The Coldest Science
In a 1991 analysis of the underrepresentation of women in science and engineering, Stephen Brush called physics the “coldest science” (Brush, 1991). Despite more than a decade of progress, this is still largely true today. Figure 1 shows that the percentage of bachelor’s degrees in physics awarded to women has more than doubled, from about 10% to about 20%, in the last 25 years. But physics continues to lag behind mathematics and chemistry, where women now receive more than 40% of bachelor’s degrees (Ivie and Ray, 2005).
Figure 1. (taken from Ivie and Ray, 2005)
Members of minority groups are also significantly underrepresented in physics. In 2001, only 17% of physics bachelor’s degrees were awarded to members of minority groups (NSF, 2004, table C-9). In that same year, 44 African American women and 33 Hispanic American women received bachelor’s degrees in physics (Ivie and Ray, 2005), out of 756 women and 3457 total physics bachelor’s degrees (NSF, 2004, table C-5).
Figure 2. (Taken from Ivie and Ray, 2005)

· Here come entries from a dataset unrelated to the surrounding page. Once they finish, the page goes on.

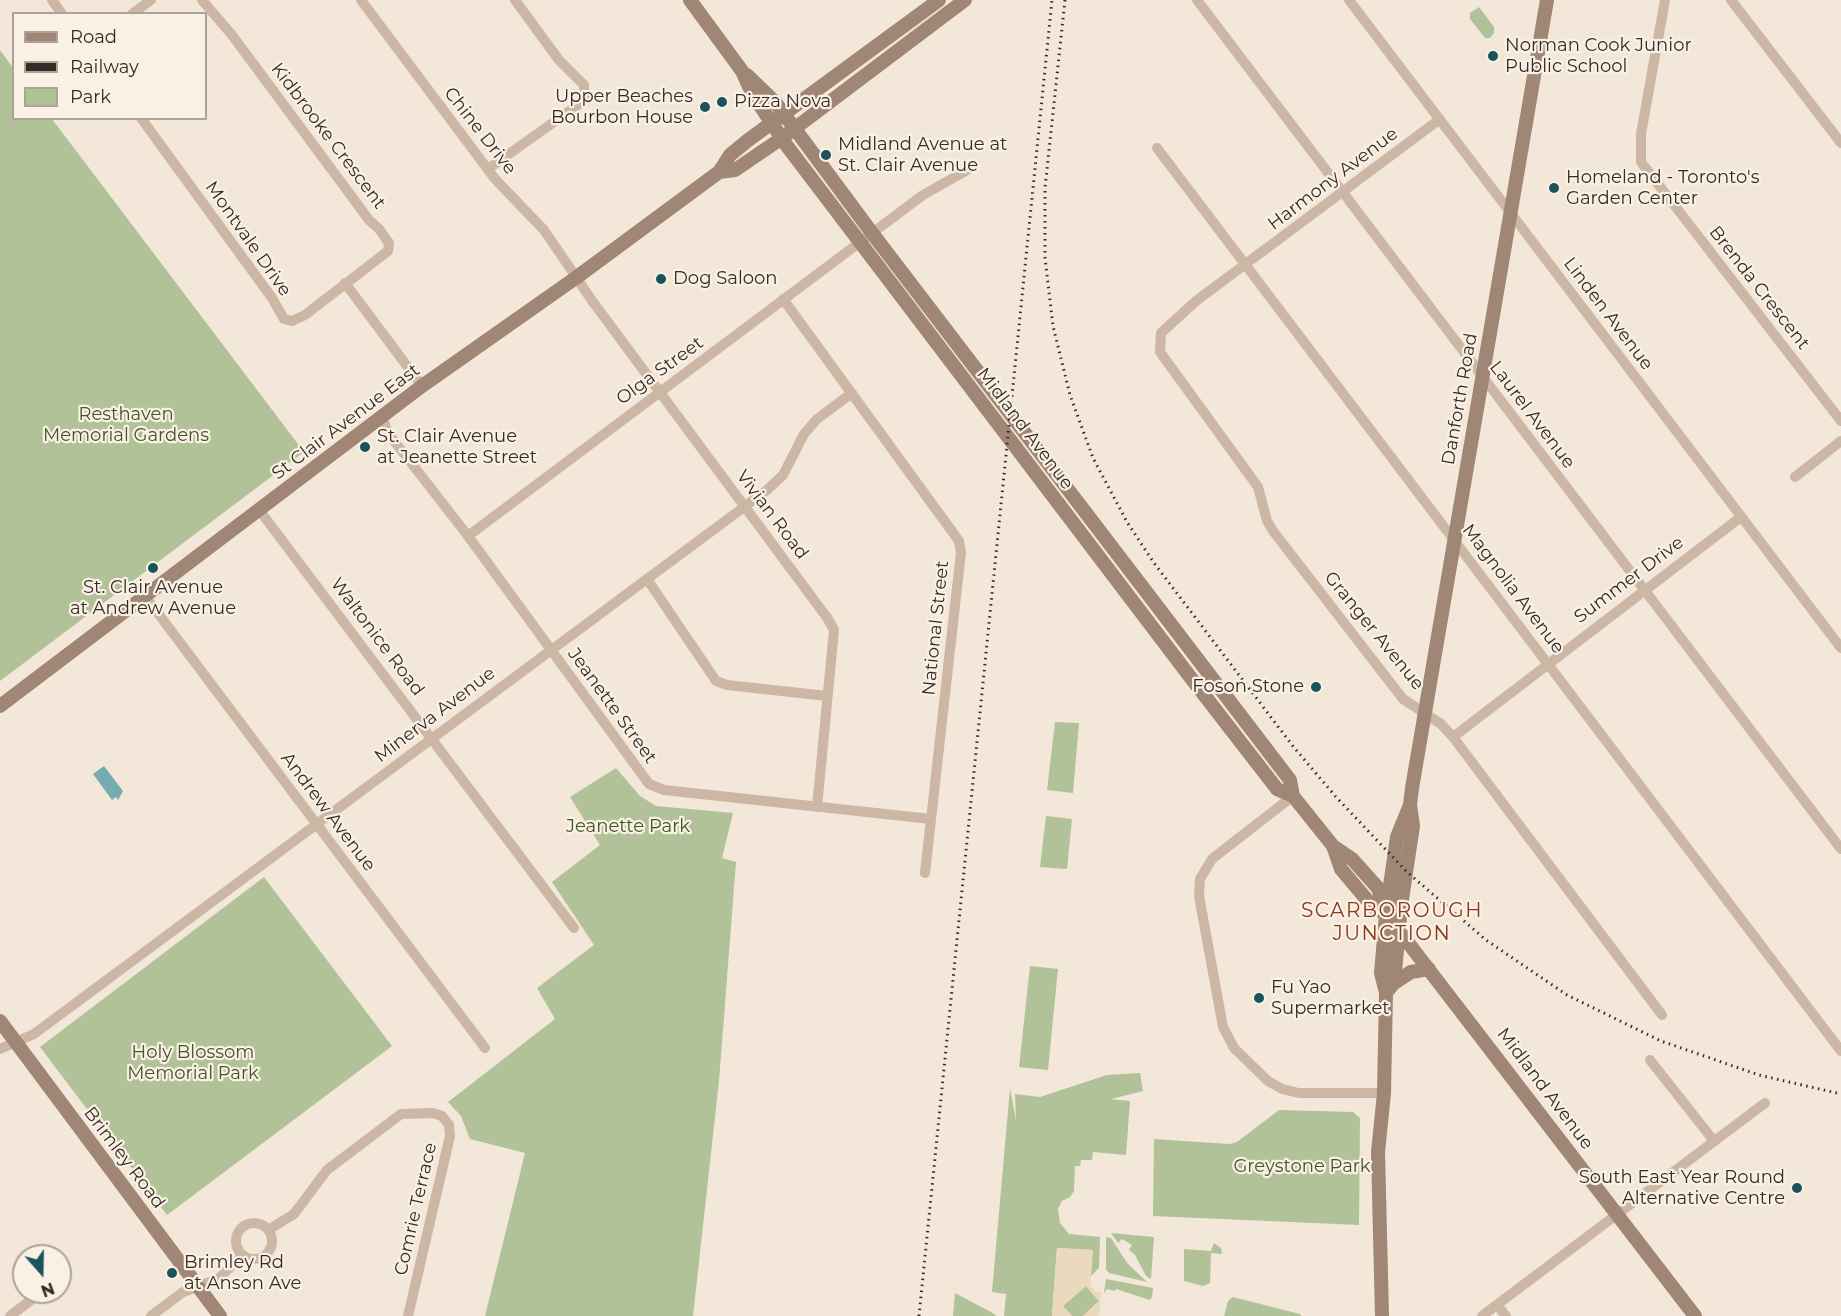 <!DOCTYPE html>
<style>
body{margin:0}
#map{position:relative;width:1841px;height:1316px;overflow:hidden;background:#f2e7d8;font-family:Montserrat,sans-serif}
canvas{display:block}
.legend{position:absolute;left:12px;top:12px;width:195px;height:108px;box-sizing:border-box;background:#faf1e5;border:2px solid #aca299;margin:0;padding:8px 10px;list-style:none;font-size:18px;color:#362b26}
.legend li{display:flex;align-items:center;gap:12px;height:30px}
.legend b{width:30px;border:2px solid #aca299}
.north{position:absolute;left:12px;top:1244px;width:60px;height:60px;box-sizing:border-box;background:#faf1e5;border:2px solid #aca299;border-radius:50%;rotate:160deg;font-size:16px;font-weight:700;line-height:24px;text-align:center;color:#362b26}
.north::after{content:'';display:block;margin:auto;width:21px;height:27px;background:#1a5359;clip-path:polygon(50% 0,100% 100%,50% 72%,0 100%)}
</style>
<div id="map">
<canvas width="1841" height="1316"></canvas>
<ul class="legend">
<li><b style="height:8px;background:#9f8675"></b>Road</li>
<li><b style="height:8px;background:#362b26"></b>Railway</li>
<li><b style="height:16px;background:#b2c298"></b>Park</li>
</ul>
<div class="north">N</div>
</div>
<script>
const c = document.querySelector('canvas').getContext('2d');
c.lineJoin = 'round';
function paint(path, color) { c.fillStyle = color; c.fill(path, 'evenodd'); }
const poly = rows => new Path2D(rows.map(r => 'M' + r).join(''));
function stroke(path, color, width, dash) { c.strokeStyle = color; c.lineWidth = width; c.lineCap = dash ? 'butt' : 'round'; c.setLineDash(dash || []); c.stroke(path); }
function label(font, color, halo, rows, align = 'center') {
  c.font = font + ' Montserrat,sans-serif'; c.lineWidth = 4.5; c.setLineDash([]); c.textBaseline = 'middle'; c.strokeStyle = halo; c.fillStyle = color; for (const [text, x, y, turn = 0] of rows) {
    c.save(); c.translate(x, y); c.rotate((+turn || 0) * Math.PI / 180); c.textAlign = isNaN(turn) ? turn : align; if (halo) c.strokeText(text, 0, 0); c.fillText(text, 0, 0); c.restore();
  }
}
const green = poly([
 [1479,7,1494,27,1494,33,1490,38,1485,38,1470,19,1470,13],
 [0,50,13,68,14,118,52,119,304,452,0,681],
 [1055,722,1079,723,1073,793,1047,790],
 [616,768,640,796,656,806,733,813,722,858,736,862,719,1081,693,1316,485,1316,525,1153,470,1139,461,1116,448,1102,555,1019,537,988,594,945,552,882,600,845,570,797],
 [1046,816,1072,819,1067,869,1040,867],
 [264,877,392,1046,167,1215,40,1047],
 [1030,966,1058,969,1048,1070,1019,1067],
 [1140,1073,1143,1091,1111,1099,1130,1101,1126,1155,1093,1152,1092,1160,1081,1160,1080,1166,1075,1166,1074,1191,1070,1197,1062,1201,1058,1209,1060,1223,1069,1234,1100,1237,1099,1268,1091,1276,1092,1250,1057,1248,1052,1316,1004,1316,1006,1294,992,1292,1010,1088,1016,1121,1015,1094,1040,1097,1107,1075],
 [1279,1110,1353,1112,1360,1118,1359,1225,1153,1216,1154,1139,1230,1144,1237,1142],
 [1111,1233,1154,1237,1151,1279,1146,1276,1135,1255,1129,1250,1132,1245,1122,1239,1118,1243],
 [1106,1237,1111,1238,1127,1263,1147,1282,1109,1273,1106,1270],
 [1214,1243,1221,1248,1222,1254,1211,1253,1210,1283,1203,1286,1184,1281,1184,1249,1211,1251],
 [1106,1279,1153,1288,1152,1297,1150,1300,1116,1289,1115,1291,1107,1289,1104,1293],
 [1086,1286,1099,1301,1083,1316,1072,1316,1063,1306],
 [955,1293,989,1311,997,1316,953,1316],
 [1233,1297,1300,1314,1301,1316,1224,1316,1228,1301]
]);
const plaza = poly([
 [1057,1248,1093,1250,1090,1285,1096,1292,1101,1292,1099,1316,1083,1316,1099,1301,1086,1286,1063,1306,1072,1316,1052,1316]
]);
const water = poly([
 [104,766,123,791,118,800,116,797,112,800,93,774]
]);
const minor = poly([
 [52,0,62,14],
 [361,0,495,179,544,230,593,302,828,619,834,630,817,807],
 [1197,0,1841,849],
 [1349,0,1841,648],
 [1665,0,1641,134,1641,162,1841,421],
 [1731,0,1841,143],
 [132,14,151,0],
 [141,118,272,298,284,319,292,321,305,315,388,251,389,243,379,229,369,220,232,35,202,0],
 [1440,119,1196,301,1161,333,1160,352,1258,487,1267,521,1273,531,1403,699,1441,724,1453,737,1662,1015],
 [1157,148,1841,1051],
 [488,169,582,102,585,97,584,85,559,60,515,0],
 [345,283,422,386],
 [783,299,959,541,961,552,925,873],
 [382,417,388,433,468,536,649,784,664,790,931,819],
 [1795,477,1841,441],
 [260,511,574,928],
 [468,536,923,195,969,169],
 [647,579,716,681,727,685,827,696],
 [145,596,485,1048],
 [1453,737,1741,517],
 [1293,796,1212,859,1200,879,1199,896,1223,1027,1234,1048,1268,1081,1282,1089,1299,1093,1384,1093],
 [0,1049,34,1034,767,490,783,475,804,434,817,419,852,393],
 [1650,1060,1714,1141],
 '236 1241a18 18 0 1 1 36 0a18 18 0 1 1-36 0Z',
 [268,1230,294,1214,327,1170,401,1114,433,1113,442,1116,449,1125,450,1136,408,1316],
 [1497,1305,1506,1316],
 [10,1316,39,1294],
 [151,1316,183,1292,218,1279,243,1255],
 [1482,1316,1765,1103]
]);
const secondary = poly([
 [690,0,742,71,753,95,787,146,1191,678,1277,789,1293,796,1333,846,1352,859,1378,888,1386,914,1695,1316],
 [747,75,775,102,872,233,1290,780,1293,796],
 [719,172,735,170,782,138,965,0],
 [0,706,422,386,577,277,719,172,730,155,747,141,939,0],
 [1333,846,1341,869,1373,907,1386,914],
 [1394,983,1411,972,1429,969],
 [1386,993,1394,983,1401,906,1413,826,1410,805,1412,788,1547,0],
 [0,1021,220,1316],
 [1382,1316,1378,1152,1384,1093,1386,993,1381,973,1386,914,1397,837,1410,805]
]);
const rail = poly([
 [1065,0,1045,188,1045,258,1053,326,1070,395,1093,458,1127,522,1154,563,1292,745,1336,797,1407,872,1486,940,1567,995,1661,1041,1759,1075,1841,1094],
 [919,1316,1052,0]
]);
const markers = [
 [1493,56,6,"#1a5359"],
 [722,102,6,"#1a5359"],
 [705,107,6,"#1a5359"],
 [826,155,6,"#1a5359"],
 [1554,188,6,"#1a5359"],
 [661,279,6,"#1a5359"],
 [365,447,6,"#1a5359"],
 [153,568,6,"#1a5359"],
 [1316,687,6,"#1a5359"],
 [1259,998,6,"#1a5359"],
 [1797,1188,6,"#1a5359"],
 [172,1273,6,"#1a5359"]
];
const poiNames = [
 ["Norman Cook Junior",1505,46],
 ["Public School",1505,67],
 ["Upper Beaches",693,97,"right"],
 ["Bourbon House",693,118,"right"],
 ["Pizza Nova",734,102],
 ["Midland Avenue at",838,145],
 ["St. Clair Avenue",838,166],
 ["Homeland - Toronto's",1566,178],
 ["Garden Center",1566,199],
 ["Dog Saloon",673,279],
 ["St. Clair Avenue",377,437],
 ["at Jeanette Street",377,458],
 ["St. Clair Avenue",153,588,"center"],
 ["at Andrew Avenue",153,609,"center"],
 ["Foson Stone",1304,687,"right"],
 ["Fu Yao",1271,988],
 ["Supermarket",1271,1009],
 ["South East Year Round",1785,1178,"right"],
 ["Alternative Centre",1785,1199,"right"],
 ["Brimley Rd",184,1263],
 ["at Anson Ave",184,1284]
];
const streetNames = [
 ["Chine Drive",480,131,52],
 ["Kidbrooke Crescent",328,136,53],
 ["Harmony Avenue",1333,179,-37],
 ["Montvale Drive",248,239,55],
 ["Brenda Crescent",1759,288,52],
 ["Linden Avenue",1608,314,53],
 ["Olga Street",660,371,-36],
 ["Danforth Road",1460,399,-80],
 ["Laurel Avenue",1532,415,53],
 ["St Clair Avenue East",346,422,-37],
 ["Midland Avenue",1025,429,53],
 ["Vivian Road",772,515,53],
 ["Summer Drive",1629,580,-37],
 ["Magnolia Avenue",1513,589,53],
 ["National Street",936,628,-84],
 ["Granger Avenue",1374,631,51],
 ["Waltonice Road",377,637,53],
 ["Jeanette Street",612,706,54],
 ["Minerva Avenue",435,715,-37],
 ["Andrew Avenue",328,812,53],
 ["Midland Avenue",1545,1089,53],
 ["Brimley Road",124,1158,53],
 ["Comrie Terrace",416,1209,-77]
];
const parkNames = [
 ["Resthaven",126,415],
 ["Memorial Gardens",126,436],
 ["Jeanette Park",628,827],
 ["Holy Blossom",193,1053],
 ["Memorial Park",193,1074],
 ["Greystone Park",1302,1167]
];
const neighbourhoodNames = [
 ["SCARBOROUGH",1392,911],
 ["JUNCTION",1392,934]
];
paint(green, '#b2c298');
paint(plaza, '#ebd9be');
paint(water, '#76acb1');
stroke(minor, '#cbb7a4', 10);
stroke(secondary, '#9f8675', 14);
stroke(rail, '#362b26', 3, [1.5, 4.5]);
for (const [x, y, r, color] of markers) { const dot = new Path2D(); dot.arc(x, y, r, 0, 2 * Math.PI); c.fillStyle = color; c.fill(dot); stroke(dot, '#faf1e5', 2); }
label('18px', '#362b26', '#faf1e5', poiNames, 'left');
label('18px', '#362b26', '#faf1e5', streetNames);
label('18px', '#435529', '#faf1e5', parkNames);
c.letterSpacing = '1.5px';
label('20px', '#89391b', '#faf1e5', neighbourhoodNames);
c.letterSpacing = '0px';
</script>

The reasons for this are many, ranging from the white-male-dominated culture of physics to career-family conflicts that limit career options for women scientists. Ivie and Ray (2005) have identified the undergraduate years as the most important “leak point” for women in the “pipeline” leading to a career in physics, as shown in Figure 2. So an important component of increasing the number of women and members of minority groups in physics involves attracting and retaining a broader range of students to the undergraduate physics major.
What Can We Do to Make Physics More Female-Friendly?
In 2003, Yu Xie and Kimberlee Shauman studied the careers of women scientists, beginning with high school. They found that young men are three times more likely than young women to aspire to major in science as high school seniors. This gap in aspiration is not explained by any difference in achievement in science or mathematics.
Elaine Seymour and Nancy Hewitt (1997) published a major study of the reasons why students chose to abandon or persist in an undergraduate major in science, mathematics, or engineering (SME). In their study of gender differences, they conclude that the large lecture-oriented class and impersonal style of many introductory SME courses seem hostile to many young women, leading them to switch to majors they find more welcoming. Pre-college socialization predisposes young women to prefer cooperative learning to competitive situations. Young women have less experience with laboratory equipment, and are more likely to have doubts about their ability (independent of their actual ability.)
All these factors make it likely that young women are more negatively affected by the “weedout” system prevalent in many introductory courses in physics. Working difficult but meaningless problems can seem like “hazing” to young women—Seymour and Hewitt quote one young woman as saying “it seems like the teachers make it harder than it needs to be.” This is not necessarily deliberate on the part of faculty. Nevertheless, in a male-dominated community like physics, teachers’ desire to treat everyone the same often means treating everyone like men, which can disadvantage young women.
In Female Friendly Science, Sue Rosser (1990) studied the research methods of women scientists, and suggested ways that we might revise science courses to be more compatible with these methods. There is some common ground with Seymour and Hewitt; Rosser looks for cooperation rather than competition, and suggests that we emphasize the social and environmental applications of physics, while downplaying military applications. In addition, Rosser suggests using more holistic and interdisciplinary problems rather than narrowly defined “puzzle” problems. She encourages us to look at science from the point of view of women and other historically underrepresented groups.
The physics community is concerned about the underrepresentation of women and minorities, and has devoted considerable attention to reforming the curriculum and culture of undergraduate physics. See, for example, Abraham, et al., 1991; di Stefano, 1996a, 1996b; Project Kaleidoscope, 1991; Hilborn, et al., 2003; Whitten, et al., 2003, 2004. Much of the attention of the physics community has focused on the introductory course, and a number of changes in the curriculum and pedagogy have been implemented. See, for example, Laws, 2004; McDermott, 1996; di Stefano, 1996a, 1996b; Moore, 2002. Some of these projects involve changing or rearranging the topics of the introductory physics course. Many also modify or abandon the traditional lecture-recitation-lab course and rely on workshops, peer learning groups, and other active learning techniques.
The Physics Education Group at the University of Minnesota, headed by Eric and Patricia Heller (http://groups.physics.umn.edu/physed/index.html), have studied the use of cooperative learning groups in introductory physics, and developed what they call context-rich problems. These problems provide a story, often in the second person, out of which the problem grows naturally.